(Beginning of Record excerpts)

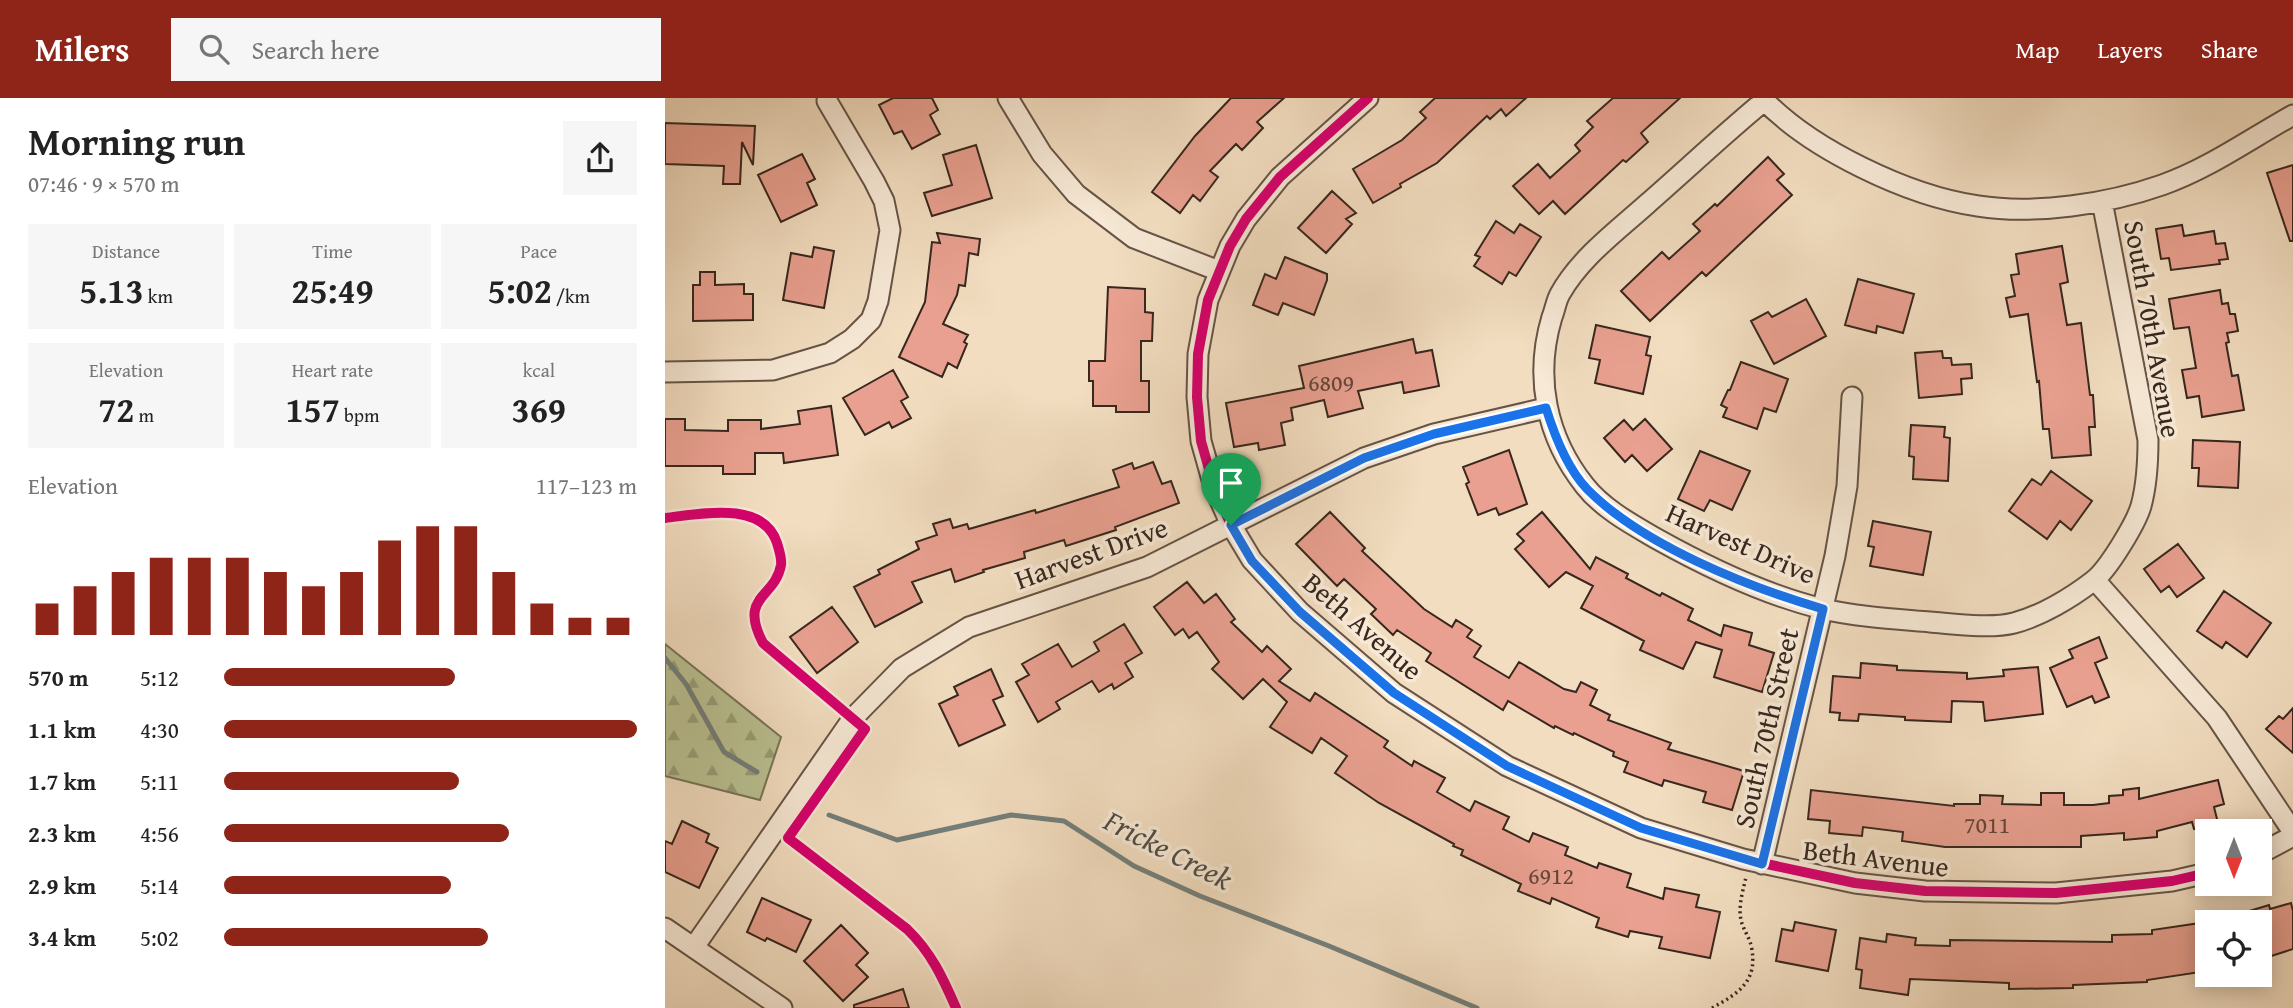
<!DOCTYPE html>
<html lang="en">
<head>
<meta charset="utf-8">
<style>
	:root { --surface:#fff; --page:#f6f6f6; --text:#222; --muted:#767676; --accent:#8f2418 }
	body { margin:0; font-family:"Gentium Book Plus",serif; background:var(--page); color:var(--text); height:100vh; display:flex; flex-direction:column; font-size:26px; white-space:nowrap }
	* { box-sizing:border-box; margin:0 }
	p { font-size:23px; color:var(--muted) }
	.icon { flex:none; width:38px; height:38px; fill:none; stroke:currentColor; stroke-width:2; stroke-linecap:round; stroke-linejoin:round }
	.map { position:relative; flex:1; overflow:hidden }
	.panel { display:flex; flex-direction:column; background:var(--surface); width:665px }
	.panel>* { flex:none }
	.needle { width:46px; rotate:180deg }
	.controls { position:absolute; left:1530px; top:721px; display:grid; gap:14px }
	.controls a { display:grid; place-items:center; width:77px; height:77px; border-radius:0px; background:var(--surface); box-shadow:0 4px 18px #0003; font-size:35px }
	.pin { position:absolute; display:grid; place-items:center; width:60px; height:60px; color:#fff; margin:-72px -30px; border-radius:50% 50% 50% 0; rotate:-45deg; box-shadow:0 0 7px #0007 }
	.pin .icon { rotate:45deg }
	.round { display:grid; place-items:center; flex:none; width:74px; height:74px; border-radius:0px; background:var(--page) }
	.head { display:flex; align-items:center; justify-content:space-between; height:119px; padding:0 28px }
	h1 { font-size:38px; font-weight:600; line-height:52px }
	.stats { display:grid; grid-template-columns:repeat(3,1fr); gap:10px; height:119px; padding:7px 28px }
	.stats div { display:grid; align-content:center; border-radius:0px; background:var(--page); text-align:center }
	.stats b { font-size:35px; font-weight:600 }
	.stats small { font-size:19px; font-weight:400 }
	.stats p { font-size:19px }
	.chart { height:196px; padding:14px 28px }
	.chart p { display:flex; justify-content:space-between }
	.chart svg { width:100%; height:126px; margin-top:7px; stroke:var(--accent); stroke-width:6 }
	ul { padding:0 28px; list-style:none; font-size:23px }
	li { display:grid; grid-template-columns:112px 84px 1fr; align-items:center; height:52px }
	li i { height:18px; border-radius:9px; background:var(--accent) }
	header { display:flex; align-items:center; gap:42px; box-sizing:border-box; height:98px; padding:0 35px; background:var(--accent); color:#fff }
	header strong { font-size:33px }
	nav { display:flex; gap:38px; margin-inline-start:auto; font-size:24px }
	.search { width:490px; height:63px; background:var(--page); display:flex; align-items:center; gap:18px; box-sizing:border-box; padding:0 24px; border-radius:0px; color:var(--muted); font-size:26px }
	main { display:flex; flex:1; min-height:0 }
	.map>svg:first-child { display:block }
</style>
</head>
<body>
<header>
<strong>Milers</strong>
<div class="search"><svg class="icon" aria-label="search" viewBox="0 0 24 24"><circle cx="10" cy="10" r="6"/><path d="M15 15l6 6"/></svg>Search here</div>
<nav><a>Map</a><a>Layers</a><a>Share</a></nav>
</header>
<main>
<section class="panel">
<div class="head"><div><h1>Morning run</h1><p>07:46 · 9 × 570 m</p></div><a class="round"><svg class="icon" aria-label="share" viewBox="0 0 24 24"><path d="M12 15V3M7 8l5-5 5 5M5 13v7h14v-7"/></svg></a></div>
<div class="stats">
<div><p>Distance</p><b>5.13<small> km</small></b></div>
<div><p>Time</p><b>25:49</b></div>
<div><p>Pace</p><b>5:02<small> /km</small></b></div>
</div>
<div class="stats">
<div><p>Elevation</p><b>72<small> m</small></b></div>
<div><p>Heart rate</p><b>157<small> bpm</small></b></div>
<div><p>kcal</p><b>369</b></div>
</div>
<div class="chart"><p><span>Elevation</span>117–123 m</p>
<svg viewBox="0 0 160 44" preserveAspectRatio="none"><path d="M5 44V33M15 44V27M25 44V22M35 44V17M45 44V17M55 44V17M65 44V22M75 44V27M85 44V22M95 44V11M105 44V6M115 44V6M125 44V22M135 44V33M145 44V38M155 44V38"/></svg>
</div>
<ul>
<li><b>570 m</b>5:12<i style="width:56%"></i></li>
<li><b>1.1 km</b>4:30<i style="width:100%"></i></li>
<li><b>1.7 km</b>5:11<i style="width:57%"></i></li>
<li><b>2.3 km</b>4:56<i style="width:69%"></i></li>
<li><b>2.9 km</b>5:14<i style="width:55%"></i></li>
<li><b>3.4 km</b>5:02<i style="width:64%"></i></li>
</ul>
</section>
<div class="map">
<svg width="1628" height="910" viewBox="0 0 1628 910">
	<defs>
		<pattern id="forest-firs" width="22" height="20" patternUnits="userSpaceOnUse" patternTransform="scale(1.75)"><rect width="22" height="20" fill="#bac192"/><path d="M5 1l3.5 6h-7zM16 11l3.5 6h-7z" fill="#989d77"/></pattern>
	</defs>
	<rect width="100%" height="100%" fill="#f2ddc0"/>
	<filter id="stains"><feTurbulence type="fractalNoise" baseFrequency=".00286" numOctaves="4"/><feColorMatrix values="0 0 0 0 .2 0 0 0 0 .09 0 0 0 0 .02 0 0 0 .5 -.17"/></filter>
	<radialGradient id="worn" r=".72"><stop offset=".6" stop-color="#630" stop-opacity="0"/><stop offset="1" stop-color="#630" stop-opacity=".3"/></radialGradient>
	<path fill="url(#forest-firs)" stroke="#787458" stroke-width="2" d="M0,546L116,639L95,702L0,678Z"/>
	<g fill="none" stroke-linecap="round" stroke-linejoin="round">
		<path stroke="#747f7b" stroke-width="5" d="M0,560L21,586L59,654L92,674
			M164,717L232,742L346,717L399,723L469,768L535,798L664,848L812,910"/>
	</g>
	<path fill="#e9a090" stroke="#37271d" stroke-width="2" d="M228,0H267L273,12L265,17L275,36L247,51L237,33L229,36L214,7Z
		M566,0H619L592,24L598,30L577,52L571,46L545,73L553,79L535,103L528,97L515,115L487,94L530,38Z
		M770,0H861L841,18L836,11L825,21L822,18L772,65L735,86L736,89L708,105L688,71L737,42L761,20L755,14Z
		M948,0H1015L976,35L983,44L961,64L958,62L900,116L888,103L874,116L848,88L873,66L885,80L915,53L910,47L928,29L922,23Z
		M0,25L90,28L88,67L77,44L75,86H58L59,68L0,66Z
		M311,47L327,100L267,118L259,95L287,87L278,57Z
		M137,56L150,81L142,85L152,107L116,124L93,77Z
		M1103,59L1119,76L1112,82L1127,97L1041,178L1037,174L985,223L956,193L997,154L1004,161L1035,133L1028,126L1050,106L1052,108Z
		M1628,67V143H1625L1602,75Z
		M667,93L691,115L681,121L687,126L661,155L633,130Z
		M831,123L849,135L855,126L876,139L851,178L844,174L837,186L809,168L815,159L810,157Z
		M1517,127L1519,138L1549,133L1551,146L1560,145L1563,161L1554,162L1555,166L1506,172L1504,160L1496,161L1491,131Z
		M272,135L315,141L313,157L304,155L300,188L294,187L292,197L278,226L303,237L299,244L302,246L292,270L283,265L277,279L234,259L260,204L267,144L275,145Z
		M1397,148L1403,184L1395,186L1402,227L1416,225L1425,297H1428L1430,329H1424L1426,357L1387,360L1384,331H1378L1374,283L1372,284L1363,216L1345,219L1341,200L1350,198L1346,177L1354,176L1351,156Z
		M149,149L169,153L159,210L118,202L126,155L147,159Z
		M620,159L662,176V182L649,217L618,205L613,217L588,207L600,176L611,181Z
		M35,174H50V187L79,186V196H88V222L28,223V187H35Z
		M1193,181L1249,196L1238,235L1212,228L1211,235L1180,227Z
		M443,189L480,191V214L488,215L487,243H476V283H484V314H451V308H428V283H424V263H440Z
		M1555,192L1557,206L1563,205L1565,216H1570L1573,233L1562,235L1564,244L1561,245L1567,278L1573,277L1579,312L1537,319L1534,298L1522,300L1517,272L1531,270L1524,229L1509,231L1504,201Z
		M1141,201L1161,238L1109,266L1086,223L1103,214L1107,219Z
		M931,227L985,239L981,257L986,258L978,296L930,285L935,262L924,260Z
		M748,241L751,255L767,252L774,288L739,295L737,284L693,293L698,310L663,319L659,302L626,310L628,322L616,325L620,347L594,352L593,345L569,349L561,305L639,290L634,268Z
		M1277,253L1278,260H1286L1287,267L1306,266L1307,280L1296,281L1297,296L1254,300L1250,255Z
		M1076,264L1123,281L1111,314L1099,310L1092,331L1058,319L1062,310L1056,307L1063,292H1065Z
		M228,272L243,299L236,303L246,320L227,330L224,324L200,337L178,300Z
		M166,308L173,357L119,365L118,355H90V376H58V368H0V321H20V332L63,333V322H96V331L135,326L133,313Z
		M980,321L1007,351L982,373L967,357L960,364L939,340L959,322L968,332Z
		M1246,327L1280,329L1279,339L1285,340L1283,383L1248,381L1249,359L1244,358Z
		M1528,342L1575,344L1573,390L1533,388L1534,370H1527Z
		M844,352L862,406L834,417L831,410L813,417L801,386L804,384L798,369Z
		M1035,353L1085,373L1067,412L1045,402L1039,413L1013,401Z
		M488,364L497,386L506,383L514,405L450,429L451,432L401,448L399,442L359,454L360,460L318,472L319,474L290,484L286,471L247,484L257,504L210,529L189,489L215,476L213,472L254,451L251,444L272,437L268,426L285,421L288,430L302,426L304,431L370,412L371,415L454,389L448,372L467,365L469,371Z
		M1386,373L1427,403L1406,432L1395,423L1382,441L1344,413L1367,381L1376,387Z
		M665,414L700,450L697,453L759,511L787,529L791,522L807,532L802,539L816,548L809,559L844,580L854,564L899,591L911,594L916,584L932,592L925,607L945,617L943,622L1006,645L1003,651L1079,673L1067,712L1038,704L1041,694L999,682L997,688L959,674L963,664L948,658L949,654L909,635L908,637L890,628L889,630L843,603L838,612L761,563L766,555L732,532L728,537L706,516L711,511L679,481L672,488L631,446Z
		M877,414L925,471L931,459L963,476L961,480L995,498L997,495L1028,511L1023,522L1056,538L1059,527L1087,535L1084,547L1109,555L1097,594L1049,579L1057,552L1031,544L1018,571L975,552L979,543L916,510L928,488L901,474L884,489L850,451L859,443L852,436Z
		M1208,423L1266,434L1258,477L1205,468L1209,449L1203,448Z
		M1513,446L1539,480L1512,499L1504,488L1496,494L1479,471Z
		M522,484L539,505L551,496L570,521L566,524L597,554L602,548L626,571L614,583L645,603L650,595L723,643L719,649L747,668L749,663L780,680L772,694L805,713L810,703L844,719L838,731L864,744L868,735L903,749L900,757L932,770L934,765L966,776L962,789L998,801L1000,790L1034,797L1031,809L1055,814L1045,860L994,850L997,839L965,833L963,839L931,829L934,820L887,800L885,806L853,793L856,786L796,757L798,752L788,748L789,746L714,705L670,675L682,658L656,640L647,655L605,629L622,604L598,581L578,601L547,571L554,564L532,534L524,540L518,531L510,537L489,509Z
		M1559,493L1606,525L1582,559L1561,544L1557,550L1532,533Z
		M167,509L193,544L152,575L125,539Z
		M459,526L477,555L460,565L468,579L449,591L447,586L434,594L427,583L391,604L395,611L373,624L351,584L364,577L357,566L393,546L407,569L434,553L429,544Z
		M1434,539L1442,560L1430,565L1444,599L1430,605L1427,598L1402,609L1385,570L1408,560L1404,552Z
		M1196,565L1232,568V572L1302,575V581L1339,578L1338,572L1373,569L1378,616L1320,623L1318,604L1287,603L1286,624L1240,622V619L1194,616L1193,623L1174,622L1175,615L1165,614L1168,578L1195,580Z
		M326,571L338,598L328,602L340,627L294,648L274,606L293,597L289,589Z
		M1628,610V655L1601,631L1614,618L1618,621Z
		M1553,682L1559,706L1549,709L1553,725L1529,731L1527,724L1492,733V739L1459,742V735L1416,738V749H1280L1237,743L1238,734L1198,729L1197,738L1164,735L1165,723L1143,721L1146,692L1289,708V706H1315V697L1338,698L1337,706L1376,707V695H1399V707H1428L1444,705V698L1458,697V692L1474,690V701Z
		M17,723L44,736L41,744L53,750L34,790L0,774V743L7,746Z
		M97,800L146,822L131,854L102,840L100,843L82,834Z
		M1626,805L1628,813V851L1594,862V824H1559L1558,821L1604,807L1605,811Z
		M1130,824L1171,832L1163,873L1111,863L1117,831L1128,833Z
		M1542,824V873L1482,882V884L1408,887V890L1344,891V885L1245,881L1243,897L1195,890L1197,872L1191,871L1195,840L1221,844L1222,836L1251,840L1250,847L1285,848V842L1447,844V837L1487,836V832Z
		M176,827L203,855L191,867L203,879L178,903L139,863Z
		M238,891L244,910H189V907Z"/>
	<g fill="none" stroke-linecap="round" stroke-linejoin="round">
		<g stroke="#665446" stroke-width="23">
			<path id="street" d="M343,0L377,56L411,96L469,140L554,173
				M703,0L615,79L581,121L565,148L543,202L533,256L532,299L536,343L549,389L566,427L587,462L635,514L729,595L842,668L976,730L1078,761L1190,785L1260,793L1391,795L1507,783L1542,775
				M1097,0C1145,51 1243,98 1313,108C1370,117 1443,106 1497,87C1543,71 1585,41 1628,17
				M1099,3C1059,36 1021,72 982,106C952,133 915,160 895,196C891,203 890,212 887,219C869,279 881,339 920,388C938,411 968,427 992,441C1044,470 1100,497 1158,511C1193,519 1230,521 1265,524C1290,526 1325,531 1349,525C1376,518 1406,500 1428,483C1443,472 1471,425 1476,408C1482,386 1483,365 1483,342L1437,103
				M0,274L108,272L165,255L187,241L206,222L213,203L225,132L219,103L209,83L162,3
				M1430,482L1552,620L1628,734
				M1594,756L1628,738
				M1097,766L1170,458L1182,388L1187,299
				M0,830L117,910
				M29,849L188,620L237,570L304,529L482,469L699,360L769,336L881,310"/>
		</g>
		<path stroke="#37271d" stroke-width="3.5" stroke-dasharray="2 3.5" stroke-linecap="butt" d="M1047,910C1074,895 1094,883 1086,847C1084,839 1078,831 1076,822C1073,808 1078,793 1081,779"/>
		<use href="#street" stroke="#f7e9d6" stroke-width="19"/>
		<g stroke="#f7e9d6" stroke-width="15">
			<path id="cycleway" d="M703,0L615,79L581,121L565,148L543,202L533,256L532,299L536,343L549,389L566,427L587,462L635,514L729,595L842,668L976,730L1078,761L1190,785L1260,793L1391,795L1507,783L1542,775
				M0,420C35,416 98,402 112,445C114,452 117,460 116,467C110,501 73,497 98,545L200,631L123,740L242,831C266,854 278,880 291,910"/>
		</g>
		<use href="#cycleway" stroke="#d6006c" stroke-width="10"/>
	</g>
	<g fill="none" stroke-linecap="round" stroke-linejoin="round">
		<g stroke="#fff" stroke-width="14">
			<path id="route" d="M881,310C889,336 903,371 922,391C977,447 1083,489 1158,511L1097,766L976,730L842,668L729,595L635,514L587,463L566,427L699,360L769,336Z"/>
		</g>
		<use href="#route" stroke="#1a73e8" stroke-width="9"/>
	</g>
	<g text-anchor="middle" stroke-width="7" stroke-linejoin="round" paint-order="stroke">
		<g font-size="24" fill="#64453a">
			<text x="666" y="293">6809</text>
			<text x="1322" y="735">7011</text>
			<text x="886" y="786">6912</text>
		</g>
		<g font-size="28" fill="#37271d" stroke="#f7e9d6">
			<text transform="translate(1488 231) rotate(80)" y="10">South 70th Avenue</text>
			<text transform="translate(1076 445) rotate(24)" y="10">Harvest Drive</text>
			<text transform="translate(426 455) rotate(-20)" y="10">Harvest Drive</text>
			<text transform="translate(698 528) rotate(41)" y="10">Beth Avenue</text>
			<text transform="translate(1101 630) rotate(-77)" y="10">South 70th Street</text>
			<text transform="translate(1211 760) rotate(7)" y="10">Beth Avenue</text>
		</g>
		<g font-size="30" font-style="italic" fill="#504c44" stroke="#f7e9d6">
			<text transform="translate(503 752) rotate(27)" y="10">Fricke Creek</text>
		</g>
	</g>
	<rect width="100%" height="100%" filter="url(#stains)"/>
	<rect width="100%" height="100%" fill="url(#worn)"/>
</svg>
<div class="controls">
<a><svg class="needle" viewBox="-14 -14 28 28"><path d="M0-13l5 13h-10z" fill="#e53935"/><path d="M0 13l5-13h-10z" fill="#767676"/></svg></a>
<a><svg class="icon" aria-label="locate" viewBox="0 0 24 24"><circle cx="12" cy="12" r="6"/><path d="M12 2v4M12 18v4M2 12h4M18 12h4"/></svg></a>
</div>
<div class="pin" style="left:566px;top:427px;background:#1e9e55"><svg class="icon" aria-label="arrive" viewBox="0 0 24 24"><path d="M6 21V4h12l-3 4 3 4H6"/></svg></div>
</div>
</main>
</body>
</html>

(End of Record excerpts)

■ What to do: Report how many lines of the data hold the string "shadow"; give only the number.

■ Written response: 2